**ACTIVITY**. Determine the number of lines in the listing below where the string "lists" occurs; answer with the number alone.

**PROVIDED DATA**.

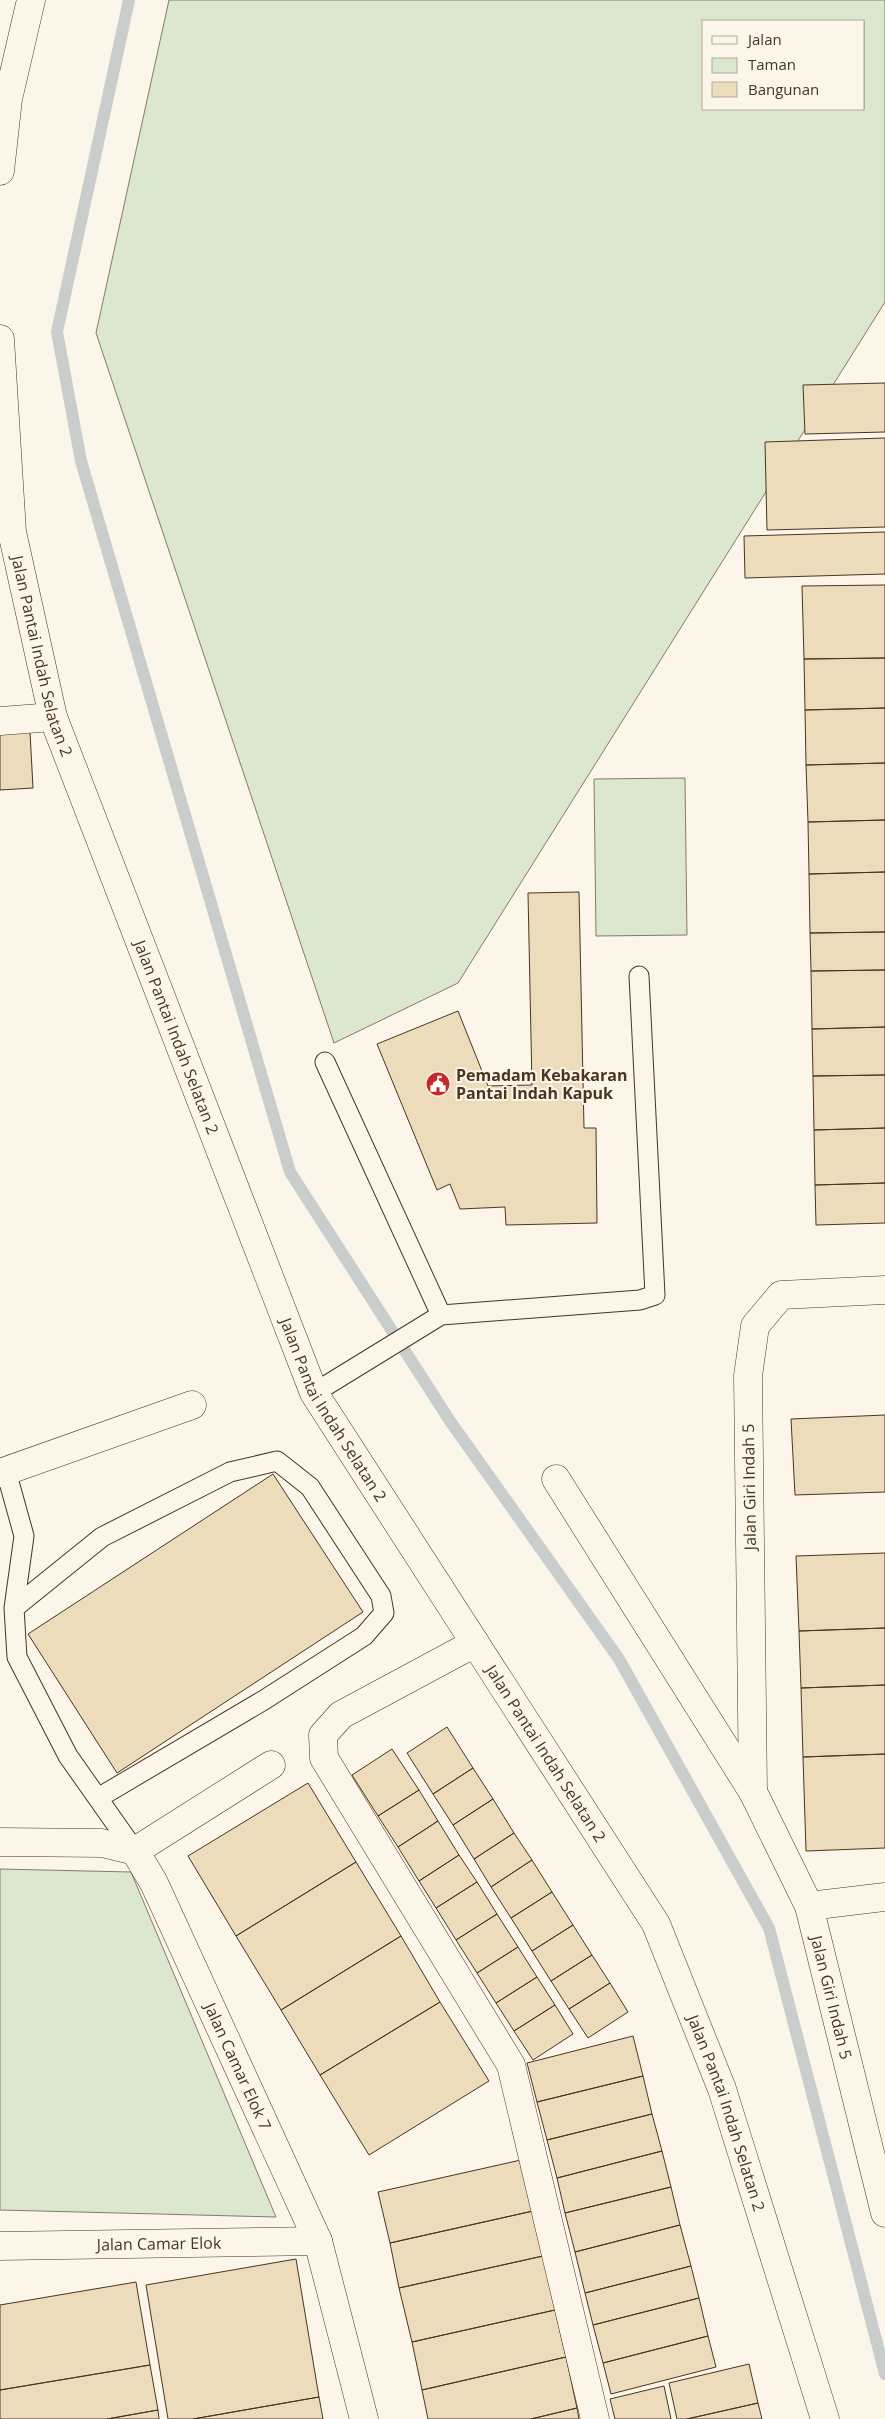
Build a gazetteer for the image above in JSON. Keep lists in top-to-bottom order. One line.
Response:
{"streets":{"street":["Jalan Pantai Indah Selatan 2","Jalan Giri Indah 5","Jalan Camar Elok 7","Jalan Camar Elok"]},"crossings":[["Jalan Camar Elok 7","Jalan Camar Elok"]],"places":{"public building":["Pemadam Kebakaran Pantai Indah Kapuk"]},"legend":["Jalan","Taman","Bangunan"]}
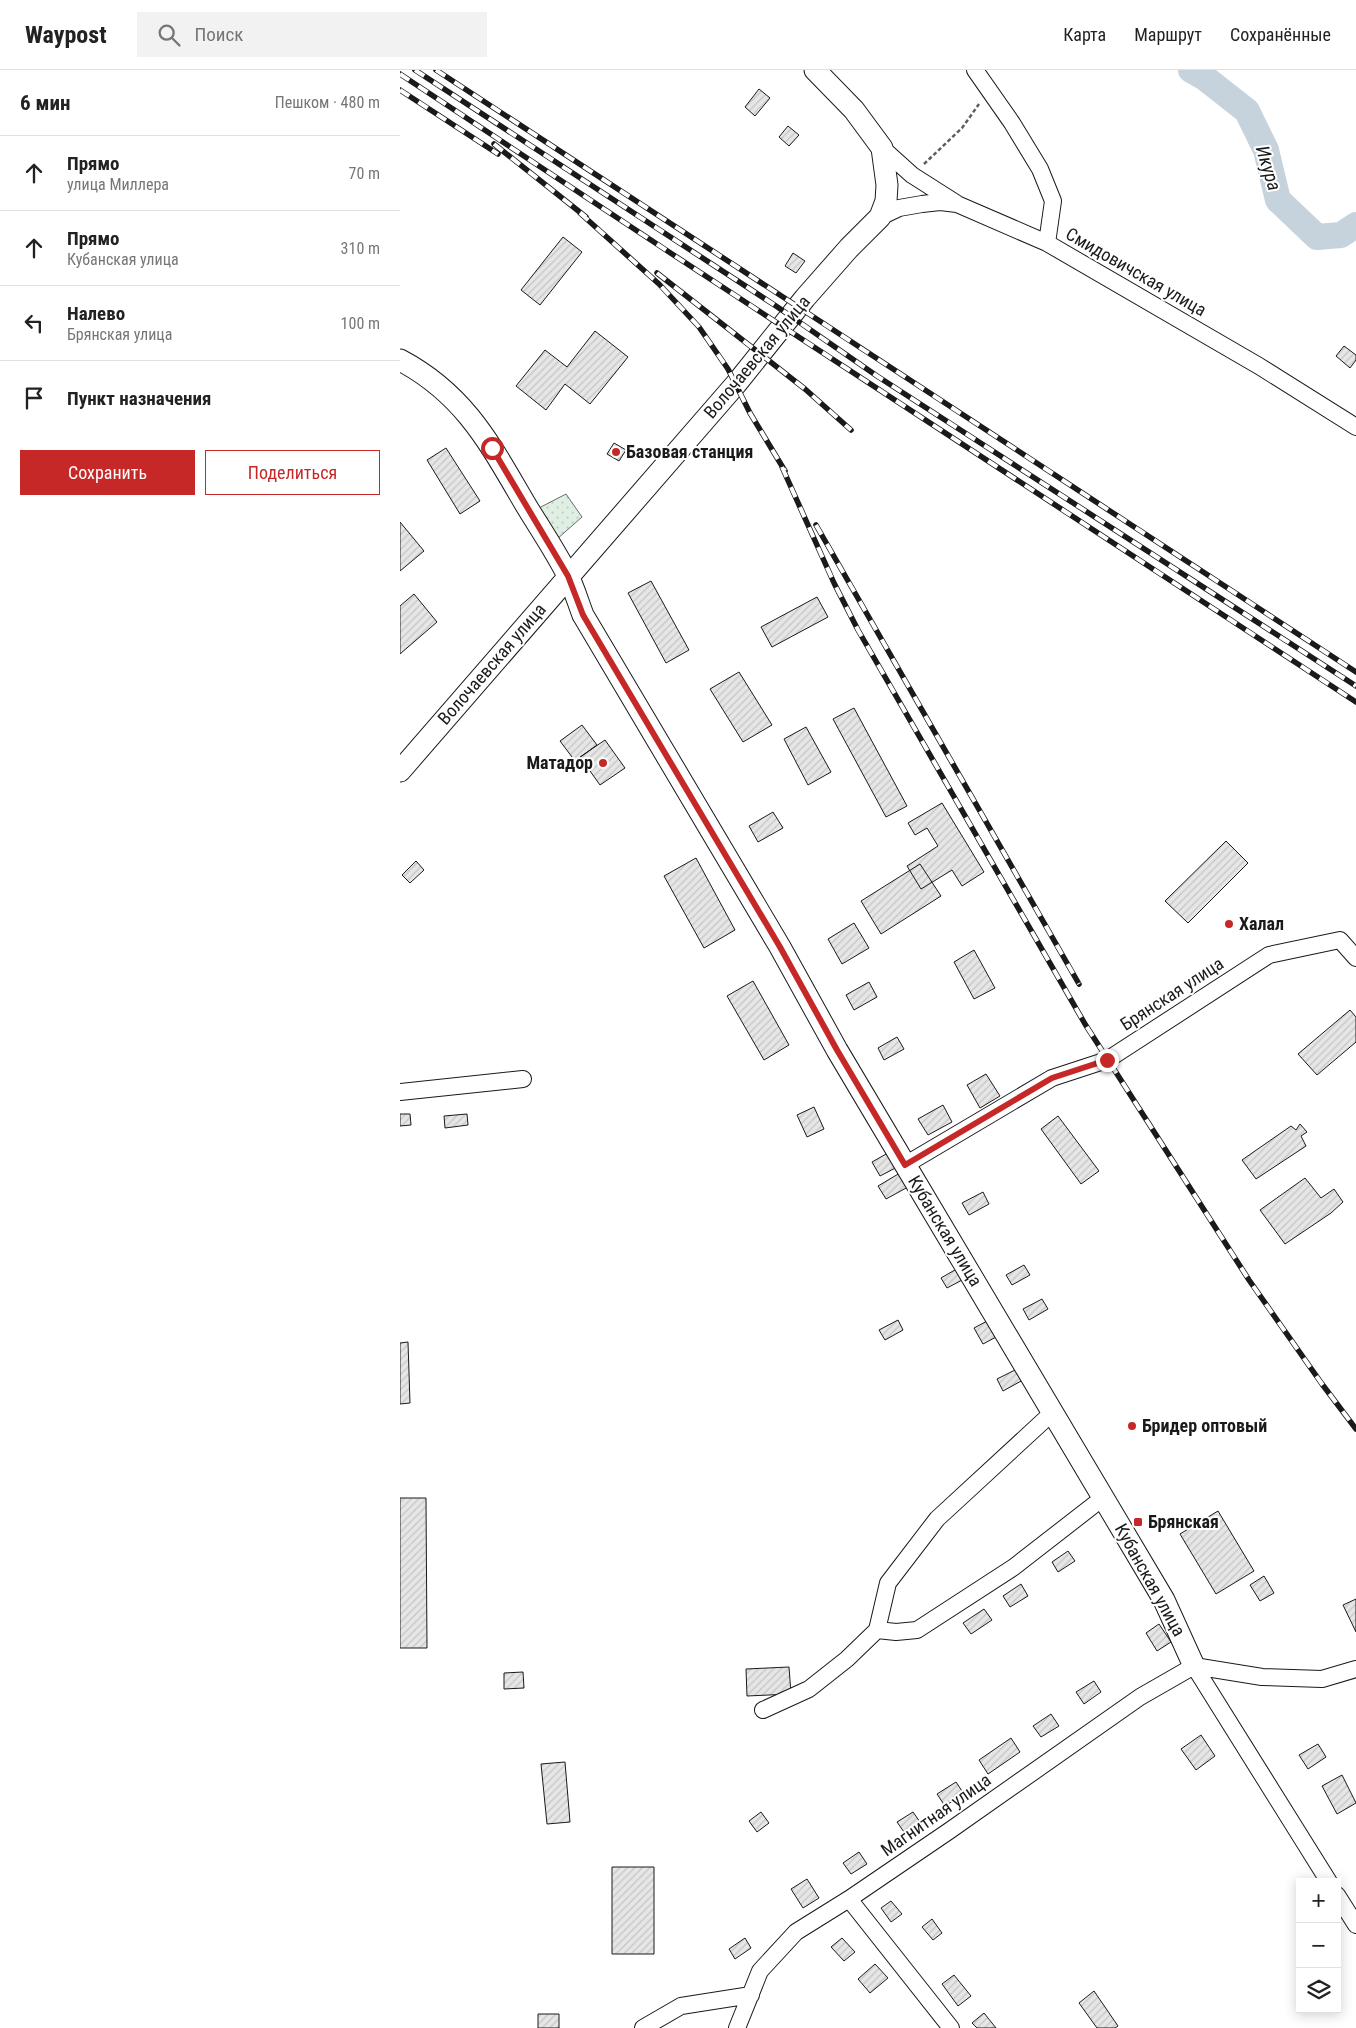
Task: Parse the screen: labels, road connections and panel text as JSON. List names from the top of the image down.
{
  "streets": {
    "main road": ["Волочаевская улица", "Кубанская улица"],
    "street": ["Смидовичская улица", "Брянская улица", "Магнитная улица"]
  },
  "crossings": [
    ["Смидовичская улица", "Волочаевская улица"],
    ["Волочаевская улица", "Кубанская улица"],
    ["Брянская улица", "Кубанская улица"],
    ["Кубанская улица", "Магнитная улица"]
  ],
  "water": ["Икура"],
  "places": {
    "other": [
      "Базовая станция",
      "Матадор",
      "Халал",
      "Бридер оптовый"
    ],
    "transit": ["Брянская"]
  },
  "page": {
    "header": "Waypost",
    "search": "Поиск",
    "nav": ["Карта", "Маршрут", "Сохранённые"],
    "heading": ["6 мин", "Пешком · 480 m"],
    "list": [
      ["Прямо", "улица Миллера", "70 m"],
      ["Прямо", "Кубанская улица", "310 m"],
      ["Налево", "Брянская улица", "100 m"],
      "Пункт назначения"
    ],
    "buttons": ["Сохранить", "Поделиться"],
    "map_buttons": ["+", "−"]
  }
}
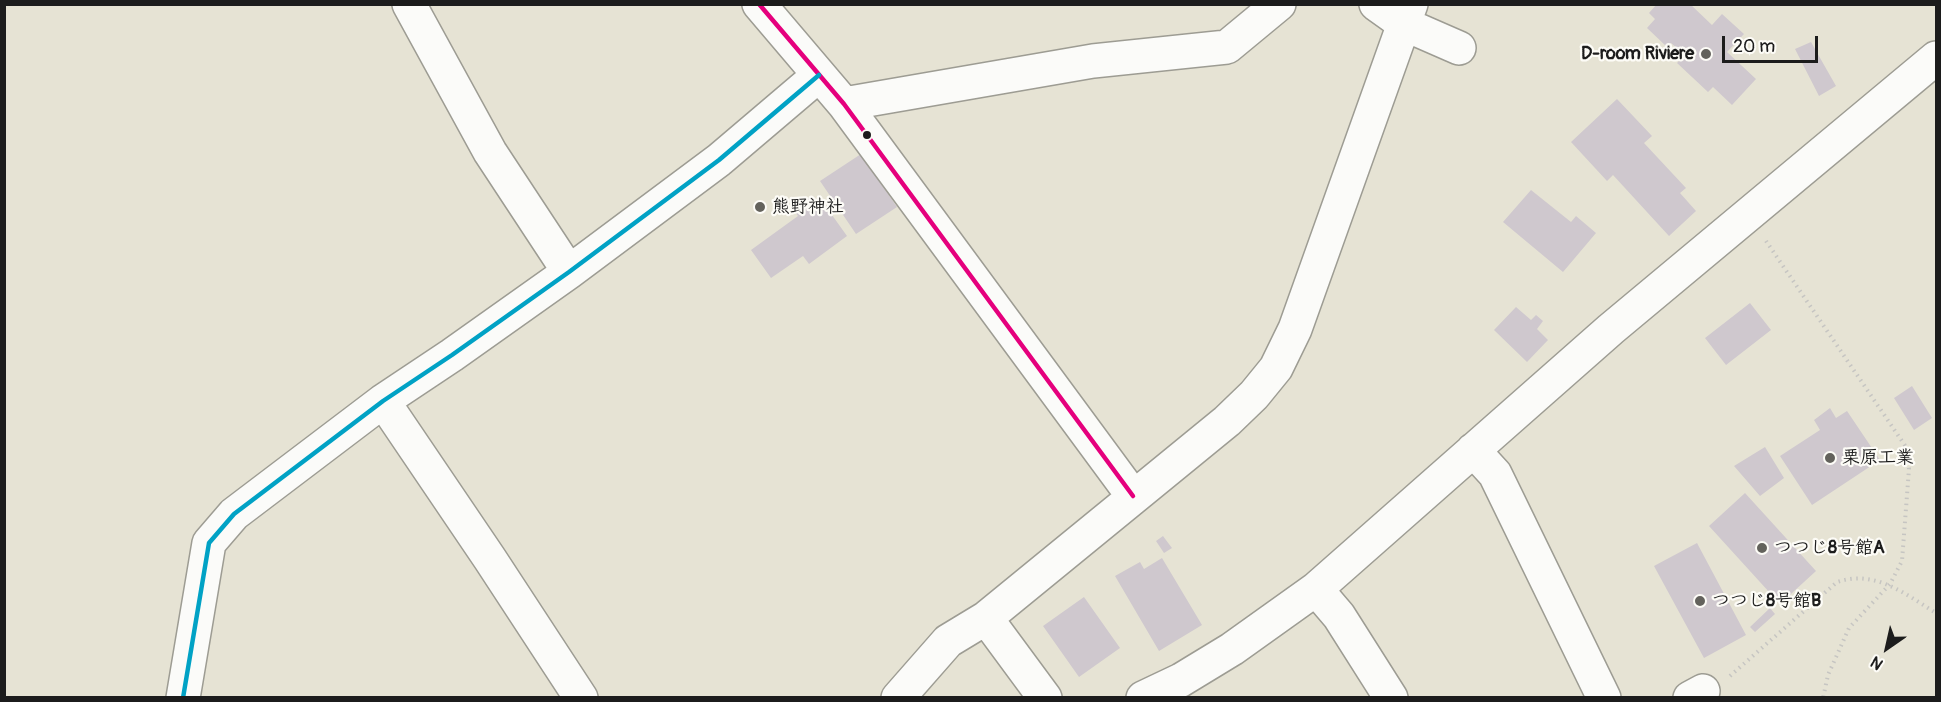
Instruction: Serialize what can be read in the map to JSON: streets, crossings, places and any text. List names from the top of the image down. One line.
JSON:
{"places":["D-room Riviere","熊野神社","栗原工業","つつじ8号館A","つつじ8号館B"],"scale_bar":"20 m","north":"bottom left"}
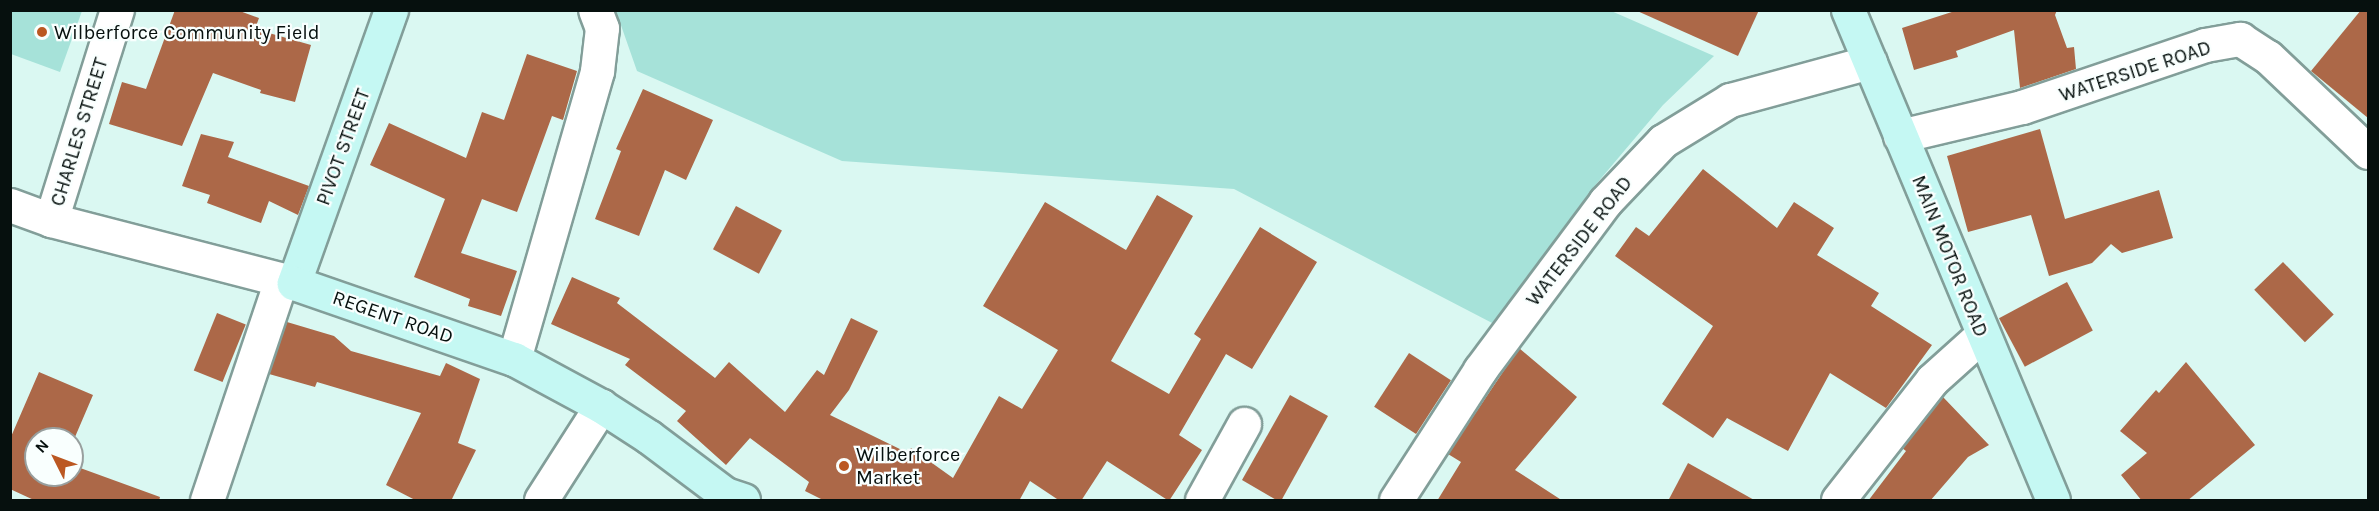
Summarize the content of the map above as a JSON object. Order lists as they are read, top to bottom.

**WRITTEN ANSWER**. 2